Irak ve Suriye, Türkiye'nin güneyi. Kara sınırlarımızın en uzun olduğu bölge. Türkiye, Irak ve Suriye'nin istikrarsızlaşmasıyla sonuçlanan süreci kendi çıkarları açısından yönetemedi. Gelişmelerin büyük bölümü AKP iktidarı döneminde yaşandı, yaşanıyor. Öngörüsüzlük yüzünden Irak ve Suriye günümüzde en çok Türkiye için tehdit oluşturuyor. Güncel soru ise şu: Ankara ne tür aldatıcı özendirmelere zorlanacak
Suriye'deki hatanın maliyeti yüksek oldu, her geçen gün yükseliyor. Silahlı kuvvetlerin önemli bölümü Suriye'de, Türkiye'yi sınır ötesinde korumaya çalışıyor.
Irak'taki hatanın maliyeti de yükseliyor. Türkiye, terörü toprakları dışına taşımak için sınır ötesinde zorlu bir mücadele yürütüyor. En son MSB Güler, Irak'ın kuzeyinde "Kilidin kapandığını" açıkladı.
Siyasetçilerin "süslü" sözlere ihtiyaçları olabilir.
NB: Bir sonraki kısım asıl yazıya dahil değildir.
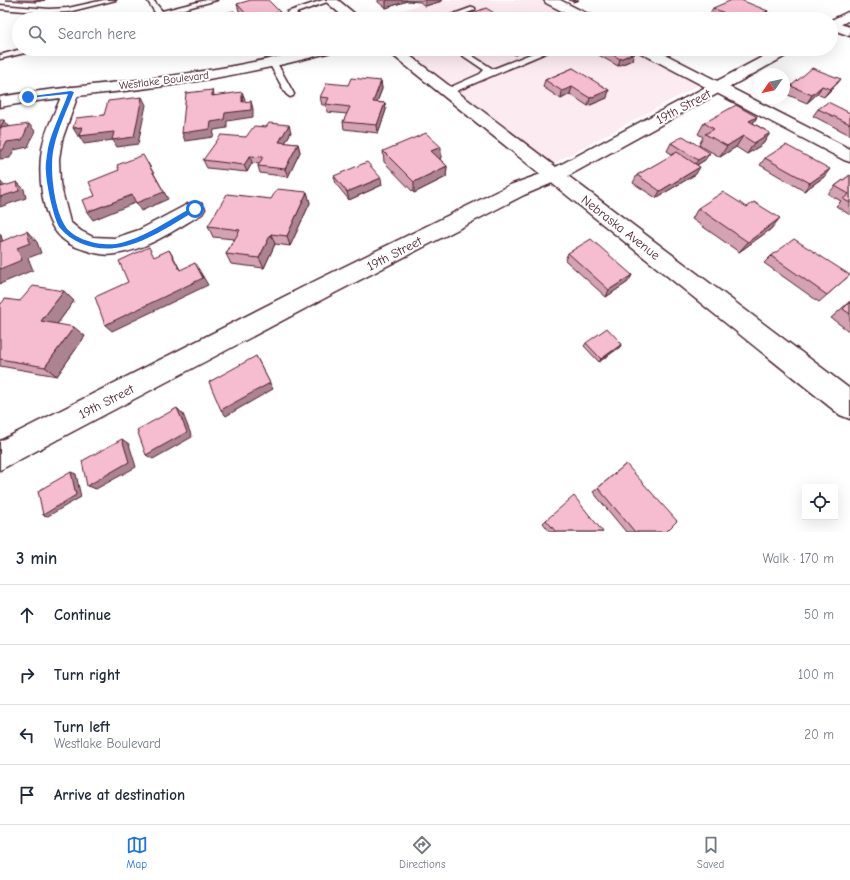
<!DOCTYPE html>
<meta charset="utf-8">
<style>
:root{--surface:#fff;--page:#f2f2f3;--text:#1f2937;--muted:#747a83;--line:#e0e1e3;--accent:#1a73e8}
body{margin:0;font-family:"Comic Neue",sans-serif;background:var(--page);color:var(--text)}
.controls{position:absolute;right:12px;bottom:12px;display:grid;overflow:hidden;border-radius:0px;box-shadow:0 4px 16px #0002}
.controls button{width:36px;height:36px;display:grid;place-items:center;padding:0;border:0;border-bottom:1px solid var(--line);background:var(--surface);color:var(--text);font:20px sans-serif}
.compass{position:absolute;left:754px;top:68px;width:36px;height:36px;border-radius:50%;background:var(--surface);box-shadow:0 4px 16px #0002;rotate:236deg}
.stop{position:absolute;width:12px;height:12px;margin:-9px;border:3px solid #1a73e8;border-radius:50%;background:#fff}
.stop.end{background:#1a73e8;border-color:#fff;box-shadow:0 1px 4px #0008}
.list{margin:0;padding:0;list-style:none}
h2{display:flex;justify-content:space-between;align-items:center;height:52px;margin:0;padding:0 16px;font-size:17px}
h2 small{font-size:13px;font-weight:400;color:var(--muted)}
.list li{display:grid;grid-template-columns:26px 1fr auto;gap:12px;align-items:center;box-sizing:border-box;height:60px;padding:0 16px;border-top:1px solid var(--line)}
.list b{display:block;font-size:15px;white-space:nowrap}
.list p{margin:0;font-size:13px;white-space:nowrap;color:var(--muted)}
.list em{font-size:13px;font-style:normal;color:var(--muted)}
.icon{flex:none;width:22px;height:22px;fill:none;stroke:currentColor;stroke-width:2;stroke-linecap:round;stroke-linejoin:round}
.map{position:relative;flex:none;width:850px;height:532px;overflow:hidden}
.search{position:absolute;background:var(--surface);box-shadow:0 4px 16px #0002;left:12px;right:12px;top:12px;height:44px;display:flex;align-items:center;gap:10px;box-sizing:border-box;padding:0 14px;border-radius:22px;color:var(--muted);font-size:15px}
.sheet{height:292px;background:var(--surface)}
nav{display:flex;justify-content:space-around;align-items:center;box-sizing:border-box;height:56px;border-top:1px solid var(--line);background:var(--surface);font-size:11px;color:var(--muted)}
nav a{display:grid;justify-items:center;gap:2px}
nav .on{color:var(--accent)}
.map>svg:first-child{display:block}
.built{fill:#fcebf1}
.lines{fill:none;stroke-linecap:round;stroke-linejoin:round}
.lane-casing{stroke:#4a1f2b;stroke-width:3}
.street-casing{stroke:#4a1f2b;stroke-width:3}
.secondary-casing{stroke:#4a1f2b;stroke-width:3}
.lane{fill:#fff;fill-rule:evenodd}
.street{fill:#fff;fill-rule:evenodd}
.secondary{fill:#fff;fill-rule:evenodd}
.wall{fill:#d4a2b2;stroke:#4a1f2b}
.shaded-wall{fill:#ac8491;stroke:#4a1f2b}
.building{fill:#f6bccf;stroke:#4a1f2b}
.route{fill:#1a73e8}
.labels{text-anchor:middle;stroke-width:4;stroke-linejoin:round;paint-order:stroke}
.far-street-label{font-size:11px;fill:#4a1f2b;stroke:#fff}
.street-label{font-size:13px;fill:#4a1f2b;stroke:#fff}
</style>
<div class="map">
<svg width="850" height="532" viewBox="0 0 850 532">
<rect width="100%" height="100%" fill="#fff"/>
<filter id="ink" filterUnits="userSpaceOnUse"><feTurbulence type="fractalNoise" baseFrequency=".025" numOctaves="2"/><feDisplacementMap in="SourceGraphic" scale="8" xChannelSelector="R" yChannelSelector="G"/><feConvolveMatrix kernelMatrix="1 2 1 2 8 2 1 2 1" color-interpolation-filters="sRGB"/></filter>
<g filter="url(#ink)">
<!-- built -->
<path class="built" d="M434 0H542L578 19H374Z
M402 49H635L701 84 552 164Z"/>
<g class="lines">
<defs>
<path id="lane" d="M104 0H116L68 12 49 13 0 9V5L49 9 68 8Z
M147 0H153L162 11 206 0H217L162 15 157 19H144L156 14Z
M323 0H333L296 13 300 17 299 19H291L292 17 287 12Z
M473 7 475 8V10L451 19H440Z
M21 49H34L33 51 0 59V55Z
M453 49H462L493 69 543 49H549L550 51 447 95 444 94 443 92 444 90 480 74 484 70Z
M270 61H273L277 63 294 94 293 96 290 97 286 94 269 63Z"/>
<path id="street" d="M544 0H560L592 16 594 19H577L546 3Z
M831 21 850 27V36L831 29Z
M637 49H655L850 149V162L844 160 639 52Z
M71 87 77 89 79 92 62 140 59 159 60 183 70 222 81 231 93 237 115 238 139 230 188 204 195 202 202 204 205 209 202 214C174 230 147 250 115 254 104 256 95 253 85 250 74 247 64 242 57 233 41 214 38 172 42 149 45 129 56 111 63 92L65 89Z
M555 169 562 171 564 175 562 179 524 195 327 297 0 470V441L311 283 510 185Z"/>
<path id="secondary" d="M324 0H338L361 19H346Z
M850 11V20L831 29V20Z
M310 49H333L331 52C281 66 230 76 179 84 119 93 59 96 0 107V97C46 89 93 85 139 80 196 73 254 64 310 49Z
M385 49H401L556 167 777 49H795L793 52 568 176 850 389V419L840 415Z"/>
</defs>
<!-- lane casing -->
<use href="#lane" class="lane-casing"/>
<!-- street casing -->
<use href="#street" class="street-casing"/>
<!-- secondary casing -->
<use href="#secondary" class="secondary-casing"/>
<!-- lane -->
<use href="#lane" class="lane"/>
<!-- street -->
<use href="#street" class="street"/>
<!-- secondary -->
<use href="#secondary" class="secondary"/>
</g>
<!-- wall -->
<path class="wall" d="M5 0H45L35 2Z
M378 0H442V1L425 6 420 2 407 1 386 8 378 2Z
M569 0H579L573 2Z
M237 4 282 19H247L239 11Z
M713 8 768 11 764 18 762 19H718L709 15Z
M470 14 504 19H469Z
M493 49H530L515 55 509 51 501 54Z
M588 49H628L634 53 632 60 618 66Z
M573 68 607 98 588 106 570 94 561 99 543 87 545 80Z
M841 79 835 86 824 97 817 94 807 103 786 94 791 86Z
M381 81 382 89 377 102 385 103 386 110 378 133 344 129 343 122 347 114 327 112 326 105H322L320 97 348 85Z
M818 109 850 113V135L813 116Z
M757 117 753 123 770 133 763 144 747 154 736 147 720 157 699 145 703 137 698 134 704 123Z
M291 132 285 143 298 144 300 152 288 177 260 173 258 166 259 164 252 163 247 172 207 168 203 160 246 137Z
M671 143 705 160 697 165 696 174 656 198 633 183 637 175 673 155 667 151Z
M383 151 441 158H439L447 166 446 177 414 193 384 162Z
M765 158 824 177 804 191 760 165Z
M850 175V215L836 206 841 201 828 194 835 186Z
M334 176 382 185 349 200 336 184Z
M307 192 310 203 290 246 275 244 264 268 231 264 226 254 234 239 213 237 208 226 271 199Z
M698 208 771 229 739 252 692 219Z
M568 253 632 275 628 282 606 297 565 260Z
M771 256 850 275 819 302 764 263Z
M20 301H74L57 324 85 336 57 376 0 366V304Z
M850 301V332L831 318Z
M586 343 620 347 599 362 584 346Z
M626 464 666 532H626L593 492Z
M546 520 603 532H550L543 523Z"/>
<!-- shaded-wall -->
<path class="shaded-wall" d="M34 0H45L35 2Z
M388 0H407V1L386 8V1Z
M425 0H442V1L425 6Z
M573 0H579L573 2Z
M768 11 764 18 762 19H750Z
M280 12 282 19H253Z
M501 49H509V51L501 54Z
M516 49H530L515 55Z
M634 53 632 60 618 66 620 59Z
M841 79 835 86 824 97 830 89Z
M381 81 382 89 374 109 373 102Z
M822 86 817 94 807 103 812 95Z
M572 87 570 94 561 99 562 91Z
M212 90 215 97 212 96Z
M609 90 607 98 588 106 590 98Z
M242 92 245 99V110L242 102Z
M142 97 146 105 138 144 117 147 113 140 84 144 79 136Z
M251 101 253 109V117L227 121V128L214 130 213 137 185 141 182 133 211 122 225 113Z
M385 103 386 110 378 133 377 125Z
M757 117 750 128 749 121Z
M4 120 10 127 0 128Z
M29 124 35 131 28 147 14 150 10 158 0 159V151L7 142Z
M289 125 291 132 281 150 279 142Z
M82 127 87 135 78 136 73 128Z
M770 133 763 144 747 154 754 143Z
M743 136 736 147 720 157 727 146Z
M298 144 300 152 288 177 285 169Z
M441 147V158L431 162V151Z
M710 153 705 160 693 167 698 160Z
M250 156 252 163 247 172 244 165Z
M148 163 168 199 141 211 136 203Z
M447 166 446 177 414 193V182Z
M700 167 696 174 656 198 660 191Z
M830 169 824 177 804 191 810 183Z
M381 178 382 185 349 200 347 192Z
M0 181 6 188 17 182 24 189 26 198 0 207 1 187Z
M307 192 310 203 290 246 287 236Z
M132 195 137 202 93 220 87 212Z
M780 218 771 229 739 252 748 242Z
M27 231 37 242 41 253 28 258 33 270 0 284V269L17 248Z
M0 233 1 235 6 254 0 248Z
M271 234 275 244 264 268 259 258Z
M169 250 174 258 184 277 180 270Z
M195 263 208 285 112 331 105 325Z
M632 275 628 282 606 297 609 290Z
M64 291 74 301 52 331 41 321Z
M74 327 85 336 57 376 45 367Z
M622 344 620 347 599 362 601 359Z
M256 356 273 389 226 416 221 410Z
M177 408 183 414 192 437 153 459 146 455Z
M122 439 129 444 136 467 96 489 87 486Z
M71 472 76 474 81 497 48 516 43 515Z"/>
<!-- building -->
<path class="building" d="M251 0H268L280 12 251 19 237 4Z
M732 0H741L768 11 750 19H738L713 8Z
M486 8 504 19H471L476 17 470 14Z
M234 11 240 19H213L211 16Z
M529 16 534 19H521Z
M603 49H628L634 53 620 59Z
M573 68 609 90 590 98 572 87 562 91 545 80Z
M812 68 841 79 830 89 822 86 812 95 791 86Z
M351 78 381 81 373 102 385 103 377 125 343 122 350 107 326 104 329 98 320 97 327 83 348 85Z
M212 90V96L242 92V102L251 101V110L225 113 224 120 211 122 210 129 182 133 186 93Z
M142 97 134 137 112 140 114 132 79 136 82 127 73 128 76 118 104 115 108 101Z
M828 102 850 113V124L818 109Z
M736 105 757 117 749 121 770 133 754 143 743 136 727 146 705 134 714 129 704 123Z
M0 120H4L0 128 29 124 22 140 7 142 3 150 0 151Z
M269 123 289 125 279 142 298 144 285 169 258 166 263 157 250 156 244 165 203 160 221 135 246 137 254 126 266 127Z
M426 133 441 147 431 151 447 166 414 182 383 151Z
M683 136 710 153 698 160 671 143Z
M786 145 830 169 810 183 765 158Z
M677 152 700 167 660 191 637 175Z
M143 155 164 192 136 203 132 195 87 212 82 200 95 196 89 182 119 170 117 165Z
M367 162 381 178 347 192 334 176Z
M850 175V203L843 199 849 194 835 186Z
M17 182 19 191 0 197V184L1 187Z
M277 189 307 192 287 236 271 234 259 258 226 254 240 230 208 226 227 194 271 199Z
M723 192 747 207 754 202 780 218 748 242 698 208Z
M27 231 30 243 17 248 22 260 0 269V242Z
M591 239 632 275 609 290 568 253Z
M794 239 850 275 827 295 771 256Z
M149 247 154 257 169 250 180 270 195 263 203 278 105 325 95 297 128 282 119 261Z
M33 286 64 291 41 321 74 327 45 367 0 359V305L5 299 20 301Z
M850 302V314L843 309Z
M607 328 622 344 601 359 586 343Z
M256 356 270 383 221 410 209 382Z
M177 408 187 432 146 455 137 430Z
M122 439 129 462 87 486 82 461Z
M626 464 677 521 666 532H635L598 488Z
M71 472 76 495 43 515 38 491Z
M574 496 603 532H556L546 520Z"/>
</g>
<!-- route -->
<path class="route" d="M71 91 74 92C67 110 58 128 54 147 49 166 54 207 64 224 72 240 100 246 116 244 143 239 169 220 193 207H197V210C172 224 144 245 115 248 96 251 72 243 60 228 54 221 46 182 46 172 45 165 47 156 48 148 52 130 62 111 68 94L28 98 25 97Z"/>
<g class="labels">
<!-- far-street labels -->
<g class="far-street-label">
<text transform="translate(164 80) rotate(-7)" y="4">Westlake Boulevard</text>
</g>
<!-- street labels -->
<g class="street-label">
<text transform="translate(683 106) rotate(-28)" y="5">19th Street</text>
<text transform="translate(621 227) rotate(38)" y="5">Nebraska Avenue</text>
<text transform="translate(394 253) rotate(-27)" y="5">19th Street</text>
<text transform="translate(106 401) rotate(-27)" y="5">19th Street</text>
</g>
</g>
</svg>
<div class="controls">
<button><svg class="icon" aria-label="locate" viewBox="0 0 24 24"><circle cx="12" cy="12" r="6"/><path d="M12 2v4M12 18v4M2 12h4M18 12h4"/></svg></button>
</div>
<svg class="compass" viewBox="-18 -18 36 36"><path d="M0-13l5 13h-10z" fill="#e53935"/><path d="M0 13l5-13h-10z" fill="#747a83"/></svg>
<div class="stop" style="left:195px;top:209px"></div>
<div class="stop end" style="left:28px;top:97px"></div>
<div class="search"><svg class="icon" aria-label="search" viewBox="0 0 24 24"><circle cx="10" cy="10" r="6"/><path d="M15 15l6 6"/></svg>Search here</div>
</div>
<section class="sheet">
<h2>3 min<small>Walk · 170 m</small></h2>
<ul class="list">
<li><svg class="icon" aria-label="ahead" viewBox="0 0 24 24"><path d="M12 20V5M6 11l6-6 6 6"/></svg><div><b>Continue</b></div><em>50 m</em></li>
<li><svg class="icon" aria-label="right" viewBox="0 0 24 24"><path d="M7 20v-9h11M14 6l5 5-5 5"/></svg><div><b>Turn right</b></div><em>100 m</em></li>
<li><svg class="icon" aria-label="left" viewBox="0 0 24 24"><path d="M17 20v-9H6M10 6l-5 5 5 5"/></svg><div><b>Turn left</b><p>Westlake Boulevard</p></div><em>20 m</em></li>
<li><svg class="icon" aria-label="arrive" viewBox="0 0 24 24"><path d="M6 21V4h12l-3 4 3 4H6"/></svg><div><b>Arrive at destination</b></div></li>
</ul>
</section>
<nav>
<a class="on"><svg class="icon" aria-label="map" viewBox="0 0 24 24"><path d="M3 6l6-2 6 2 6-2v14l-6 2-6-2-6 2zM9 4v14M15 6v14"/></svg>Map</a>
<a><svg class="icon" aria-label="directions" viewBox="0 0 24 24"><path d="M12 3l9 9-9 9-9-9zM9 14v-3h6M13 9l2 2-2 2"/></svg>Directions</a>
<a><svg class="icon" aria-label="saved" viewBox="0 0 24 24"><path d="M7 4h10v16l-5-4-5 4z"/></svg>Saved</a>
</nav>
Ancak burası Ortadoğu. Beklentilerin pek gerçekleşmediği ortada. Yaptıklarınızın yanı sıra, yapmadıklarınızı, başkalarının yaptıklarını ve sizin yaptıklarınızı etkisizleştirmeye çalışanların planlarını da düşünmek zorundasınız. TUSAŞ'a yapılan saldırıdan bu anlamda ders çıkarılmalı.
Ortdoğu'da yeni bir kavganın başlayacağına ilişkin emareler gelmeye başladı. Türkiye'ye ne vaat edilecek, verilecek sözlere uyulacak mı Türkiye oyalanmaya, gizli niyetlere karşı uyanık olmak durumunda. Türkiye'nin yeni hata ve öngörüsüzlüklere tahammülü yok.